The continent of Africa has historically struggled to grow its manufacturing base. That appears to be starting to change in the textile and garment industries. As the Wall Street Journal notes, Africa is now being viewed by some companies as a low-cost competitor to countries like China, Vietnam and Bangladesh.
According to the International Labor Organization, garment industry wages in Ethiopia run about $21 a month. That’s compared to $67 in Bangladesh and much higher in China.
Steve Lamar is with the American Apparel and Footwear Association. He says countries like Ethiopia and Kenya have been successful to integrating industries up and down the textile supply chain.
“The ability to transform from fiber through yarn and into fabric and garment,” Lamar says, “that will become an additional magnet for more sourcing from Africa.”

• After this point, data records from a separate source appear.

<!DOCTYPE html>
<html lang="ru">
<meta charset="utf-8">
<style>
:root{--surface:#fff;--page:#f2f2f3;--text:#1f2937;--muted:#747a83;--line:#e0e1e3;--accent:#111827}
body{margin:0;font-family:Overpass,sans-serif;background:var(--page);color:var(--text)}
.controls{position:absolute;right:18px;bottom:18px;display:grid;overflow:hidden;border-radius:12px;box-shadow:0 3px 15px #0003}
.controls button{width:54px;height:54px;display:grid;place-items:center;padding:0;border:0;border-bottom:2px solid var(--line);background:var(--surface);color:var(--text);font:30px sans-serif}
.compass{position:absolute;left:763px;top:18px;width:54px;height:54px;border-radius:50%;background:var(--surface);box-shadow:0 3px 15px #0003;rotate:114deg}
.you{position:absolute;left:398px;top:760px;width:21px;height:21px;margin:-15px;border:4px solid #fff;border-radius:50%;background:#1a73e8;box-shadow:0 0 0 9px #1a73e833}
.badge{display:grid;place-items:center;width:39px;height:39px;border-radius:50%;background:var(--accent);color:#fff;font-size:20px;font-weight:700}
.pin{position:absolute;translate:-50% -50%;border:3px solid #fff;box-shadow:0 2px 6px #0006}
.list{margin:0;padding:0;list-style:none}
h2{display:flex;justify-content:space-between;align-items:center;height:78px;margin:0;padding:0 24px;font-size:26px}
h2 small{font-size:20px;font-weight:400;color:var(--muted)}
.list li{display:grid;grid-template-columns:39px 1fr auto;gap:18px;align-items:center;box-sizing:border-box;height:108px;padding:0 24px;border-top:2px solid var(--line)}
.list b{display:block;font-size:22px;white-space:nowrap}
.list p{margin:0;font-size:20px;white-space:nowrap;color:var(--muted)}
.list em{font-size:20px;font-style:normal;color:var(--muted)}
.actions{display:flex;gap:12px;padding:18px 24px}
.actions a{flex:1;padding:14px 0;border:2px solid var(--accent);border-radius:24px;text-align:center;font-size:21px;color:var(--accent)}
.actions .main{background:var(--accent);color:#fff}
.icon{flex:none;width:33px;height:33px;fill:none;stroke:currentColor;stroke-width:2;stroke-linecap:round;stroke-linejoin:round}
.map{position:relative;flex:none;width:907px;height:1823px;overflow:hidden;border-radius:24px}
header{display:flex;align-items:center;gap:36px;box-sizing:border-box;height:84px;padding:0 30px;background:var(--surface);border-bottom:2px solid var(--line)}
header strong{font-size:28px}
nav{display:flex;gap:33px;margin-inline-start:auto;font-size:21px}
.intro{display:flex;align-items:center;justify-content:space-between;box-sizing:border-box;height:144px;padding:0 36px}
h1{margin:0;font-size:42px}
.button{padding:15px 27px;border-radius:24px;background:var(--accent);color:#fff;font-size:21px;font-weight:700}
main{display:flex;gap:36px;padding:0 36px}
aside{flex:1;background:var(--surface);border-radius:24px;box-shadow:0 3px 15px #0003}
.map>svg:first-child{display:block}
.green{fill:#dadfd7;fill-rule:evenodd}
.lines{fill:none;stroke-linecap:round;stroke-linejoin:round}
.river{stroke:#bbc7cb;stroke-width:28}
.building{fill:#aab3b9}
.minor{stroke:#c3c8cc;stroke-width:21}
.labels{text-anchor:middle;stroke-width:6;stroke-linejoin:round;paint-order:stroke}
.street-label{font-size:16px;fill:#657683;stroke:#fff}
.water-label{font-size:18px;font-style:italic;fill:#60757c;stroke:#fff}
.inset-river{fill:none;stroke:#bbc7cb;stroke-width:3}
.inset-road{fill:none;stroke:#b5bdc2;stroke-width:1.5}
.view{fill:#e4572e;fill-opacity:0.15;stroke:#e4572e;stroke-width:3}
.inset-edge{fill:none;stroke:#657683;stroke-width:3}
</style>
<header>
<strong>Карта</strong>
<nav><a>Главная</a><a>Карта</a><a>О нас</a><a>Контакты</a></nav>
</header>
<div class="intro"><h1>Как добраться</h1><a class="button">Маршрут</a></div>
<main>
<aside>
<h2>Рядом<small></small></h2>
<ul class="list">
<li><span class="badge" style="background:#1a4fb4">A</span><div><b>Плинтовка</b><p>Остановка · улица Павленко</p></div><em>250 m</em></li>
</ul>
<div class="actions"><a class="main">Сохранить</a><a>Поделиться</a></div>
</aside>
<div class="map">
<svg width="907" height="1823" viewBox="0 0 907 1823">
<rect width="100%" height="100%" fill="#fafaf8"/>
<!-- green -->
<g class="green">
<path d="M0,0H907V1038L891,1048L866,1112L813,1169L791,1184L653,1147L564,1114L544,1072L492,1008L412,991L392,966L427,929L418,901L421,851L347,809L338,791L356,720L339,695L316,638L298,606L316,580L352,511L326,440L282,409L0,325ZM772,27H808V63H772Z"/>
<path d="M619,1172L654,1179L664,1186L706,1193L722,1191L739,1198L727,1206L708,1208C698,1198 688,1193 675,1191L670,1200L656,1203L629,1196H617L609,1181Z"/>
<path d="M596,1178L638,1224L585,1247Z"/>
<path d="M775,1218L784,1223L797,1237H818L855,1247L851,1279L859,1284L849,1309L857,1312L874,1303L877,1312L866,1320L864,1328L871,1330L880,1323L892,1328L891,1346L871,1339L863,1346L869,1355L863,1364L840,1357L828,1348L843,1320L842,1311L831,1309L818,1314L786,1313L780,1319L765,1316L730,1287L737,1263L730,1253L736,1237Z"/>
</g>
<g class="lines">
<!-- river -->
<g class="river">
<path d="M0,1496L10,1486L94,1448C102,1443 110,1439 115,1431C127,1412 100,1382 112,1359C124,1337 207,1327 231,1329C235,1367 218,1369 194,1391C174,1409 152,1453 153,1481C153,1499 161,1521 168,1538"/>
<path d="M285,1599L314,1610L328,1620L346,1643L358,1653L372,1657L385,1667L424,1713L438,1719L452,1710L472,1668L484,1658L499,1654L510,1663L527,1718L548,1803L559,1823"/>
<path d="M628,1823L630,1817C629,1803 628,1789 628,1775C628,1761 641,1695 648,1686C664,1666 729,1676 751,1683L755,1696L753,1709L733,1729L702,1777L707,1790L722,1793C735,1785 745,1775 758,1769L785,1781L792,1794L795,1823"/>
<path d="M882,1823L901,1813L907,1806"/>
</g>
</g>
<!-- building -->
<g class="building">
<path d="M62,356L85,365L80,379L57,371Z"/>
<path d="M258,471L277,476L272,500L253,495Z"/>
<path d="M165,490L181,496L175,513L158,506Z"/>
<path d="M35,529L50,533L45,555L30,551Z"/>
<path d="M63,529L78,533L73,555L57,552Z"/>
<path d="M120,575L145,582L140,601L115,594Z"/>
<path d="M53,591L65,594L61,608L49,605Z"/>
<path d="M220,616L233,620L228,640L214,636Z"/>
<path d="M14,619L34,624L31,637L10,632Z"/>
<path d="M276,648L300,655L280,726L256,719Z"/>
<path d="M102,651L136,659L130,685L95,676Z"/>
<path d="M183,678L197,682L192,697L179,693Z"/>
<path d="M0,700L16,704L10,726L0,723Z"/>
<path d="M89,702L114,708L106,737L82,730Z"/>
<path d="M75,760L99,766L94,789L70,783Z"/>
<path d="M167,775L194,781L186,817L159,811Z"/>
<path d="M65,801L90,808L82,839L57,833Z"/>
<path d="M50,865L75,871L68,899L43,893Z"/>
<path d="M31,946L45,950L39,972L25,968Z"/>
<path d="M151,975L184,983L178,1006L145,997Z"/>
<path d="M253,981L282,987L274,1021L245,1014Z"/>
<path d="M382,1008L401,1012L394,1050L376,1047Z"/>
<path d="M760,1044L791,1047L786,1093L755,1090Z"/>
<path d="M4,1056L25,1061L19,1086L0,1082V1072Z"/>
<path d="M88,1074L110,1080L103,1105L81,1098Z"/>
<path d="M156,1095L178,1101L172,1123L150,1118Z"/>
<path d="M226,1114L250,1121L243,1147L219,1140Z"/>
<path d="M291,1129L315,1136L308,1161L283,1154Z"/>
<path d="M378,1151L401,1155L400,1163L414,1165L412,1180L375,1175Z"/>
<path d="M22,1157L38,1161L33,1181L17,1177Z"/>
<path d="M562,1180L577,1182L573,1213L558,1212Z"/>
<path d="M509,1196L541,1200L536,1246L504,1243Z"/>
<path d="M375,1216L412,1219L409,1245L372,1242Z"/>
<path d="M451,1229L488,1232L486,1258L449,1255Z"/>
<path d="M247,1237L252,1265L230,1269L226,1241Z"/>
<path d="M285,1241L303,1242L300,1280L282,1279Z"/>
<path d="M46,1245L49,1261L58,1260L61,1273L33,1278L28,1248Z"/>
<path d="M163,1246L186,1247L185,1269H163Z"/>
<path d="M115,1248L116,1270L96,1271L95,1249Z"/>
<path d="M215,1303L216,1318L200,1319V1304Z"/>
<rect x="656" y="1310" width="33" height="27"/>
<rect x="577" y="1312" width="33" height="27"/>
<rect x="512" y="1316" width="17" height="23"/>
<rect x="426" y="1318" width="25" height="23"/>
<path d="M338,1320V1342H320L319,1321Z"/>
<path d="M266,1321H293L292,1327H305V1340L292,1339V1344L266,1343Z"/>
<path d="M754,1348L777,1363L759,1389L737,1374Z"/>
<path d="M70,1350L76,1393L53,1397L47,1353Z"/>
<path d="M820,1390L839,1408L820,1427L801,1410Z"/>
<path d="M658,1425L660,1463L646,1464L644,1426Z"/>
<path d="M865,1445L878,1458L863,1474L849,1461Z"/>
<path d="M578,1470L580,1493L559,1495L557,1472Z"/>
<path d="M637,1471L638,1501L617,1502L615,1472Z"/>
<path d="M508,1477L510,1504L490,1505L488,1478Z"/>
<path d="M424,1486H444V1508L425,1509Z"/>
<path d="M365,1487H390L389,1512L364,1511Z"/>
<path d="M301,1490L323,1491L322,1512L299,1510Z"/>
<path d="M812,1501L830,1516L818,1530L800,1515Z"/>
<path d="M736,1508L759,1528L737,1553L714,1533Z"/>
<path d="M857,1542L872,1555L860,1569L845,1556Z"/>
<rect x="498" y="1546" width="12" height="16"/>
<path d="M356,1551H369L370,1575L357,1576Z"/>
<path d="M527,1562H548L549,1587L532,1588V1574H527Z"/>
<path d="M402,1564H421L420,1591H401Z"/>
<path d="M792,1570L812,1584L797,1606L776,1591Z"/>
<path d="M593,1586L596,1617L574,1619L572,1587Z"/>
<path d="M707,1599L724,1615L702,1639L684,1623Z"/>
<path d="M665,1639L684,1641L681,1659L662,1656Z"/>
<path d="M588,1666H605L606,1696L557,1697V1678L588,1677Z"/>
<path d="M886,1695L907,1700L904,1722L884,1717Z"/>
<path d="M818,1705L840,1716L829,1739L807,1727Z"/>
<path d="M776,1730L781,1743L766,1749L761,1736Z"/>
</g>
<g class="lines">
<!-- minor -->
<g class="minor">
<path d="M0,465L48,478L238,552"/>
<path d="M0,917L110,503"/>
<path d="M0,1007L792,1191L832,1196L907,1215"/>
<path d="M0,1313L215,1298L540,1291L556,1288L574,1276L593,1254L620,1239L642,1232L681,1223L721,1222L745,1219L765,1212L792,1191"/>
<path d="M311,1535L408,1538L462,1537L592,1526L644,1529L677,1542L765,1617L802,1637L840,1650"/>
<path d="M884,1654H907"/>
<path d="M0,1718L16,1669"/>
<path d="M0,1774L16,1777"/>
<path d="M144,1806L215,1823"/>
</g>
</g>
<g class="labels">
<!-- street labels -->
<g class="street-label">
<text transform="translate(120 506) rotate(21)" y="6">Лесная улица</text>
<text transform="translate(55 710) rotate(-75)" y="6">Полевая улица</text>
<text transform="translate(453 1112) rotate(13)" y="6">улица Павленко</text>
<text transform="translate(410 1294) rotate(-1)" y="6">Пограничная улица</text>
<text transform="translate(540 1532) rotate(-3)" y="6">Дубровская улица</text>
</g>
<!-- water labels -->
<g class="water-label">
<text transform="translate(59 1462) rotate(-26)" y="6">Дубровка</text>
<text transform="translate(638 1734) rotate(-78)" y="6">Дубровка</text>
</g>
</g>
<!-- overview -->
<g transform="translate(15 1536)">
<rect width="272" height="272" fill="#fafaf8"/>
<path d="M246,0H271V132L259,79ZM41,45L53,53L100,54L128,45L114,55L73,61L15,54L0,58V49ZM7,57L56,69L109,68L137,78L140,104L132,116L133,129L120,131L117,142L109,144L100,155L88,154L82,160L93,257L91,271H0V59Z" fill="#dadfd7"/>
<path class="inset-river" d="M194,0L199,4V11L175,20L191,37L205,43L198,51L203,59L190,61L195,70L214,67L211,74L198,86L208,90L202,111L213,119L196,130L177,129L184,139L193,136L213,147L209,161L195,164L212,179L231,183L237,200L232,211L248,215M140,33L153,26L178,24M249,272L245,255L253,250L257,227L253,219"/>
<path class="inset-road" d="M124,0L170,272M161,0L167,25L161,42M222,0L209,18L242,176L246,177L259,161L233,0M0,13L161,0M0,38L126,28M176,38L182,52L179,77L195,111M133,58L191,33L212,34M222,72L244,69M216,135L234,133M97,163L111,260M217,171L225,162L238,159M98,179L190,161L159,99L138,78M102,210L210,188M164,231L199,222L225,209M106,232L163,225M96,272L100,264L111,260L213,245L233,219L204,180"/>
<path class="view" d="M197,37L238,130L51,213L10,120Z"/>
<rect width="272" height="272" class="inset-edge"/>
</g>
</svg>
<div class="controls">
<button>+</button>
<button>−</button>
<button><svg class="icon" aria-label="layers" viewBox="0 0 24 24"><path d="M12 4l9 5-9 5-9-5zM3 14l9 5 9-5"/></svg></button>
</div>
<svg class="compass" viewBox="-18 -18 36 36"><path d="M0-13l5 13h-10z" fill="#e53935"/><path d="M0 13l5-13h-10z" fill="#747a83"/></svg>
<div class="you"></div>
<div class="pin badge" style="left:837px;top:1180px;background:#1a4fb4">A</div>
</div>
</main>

Another driver of the growth in the African textile industry are rising costs in Asia.
“You know, costs in China, which is the world’s largest apparel manufacturer by far, have been going up,” says Kimberly Elliot, a senior fellow with the Center for Global Development. “Wages in particular have been going up for several years now.”
China and Vietnam still account for over 50 percent of all U.S. clothing imports, and Elliot doesn’t expect that to change any time soon. “This shift is still pretty small, the numbers are still pretty small relative to the global textile and apparel market.”
Labor aside, Elliot notes that other costs, such as electricity, water and transportation, can be quite high in Africa.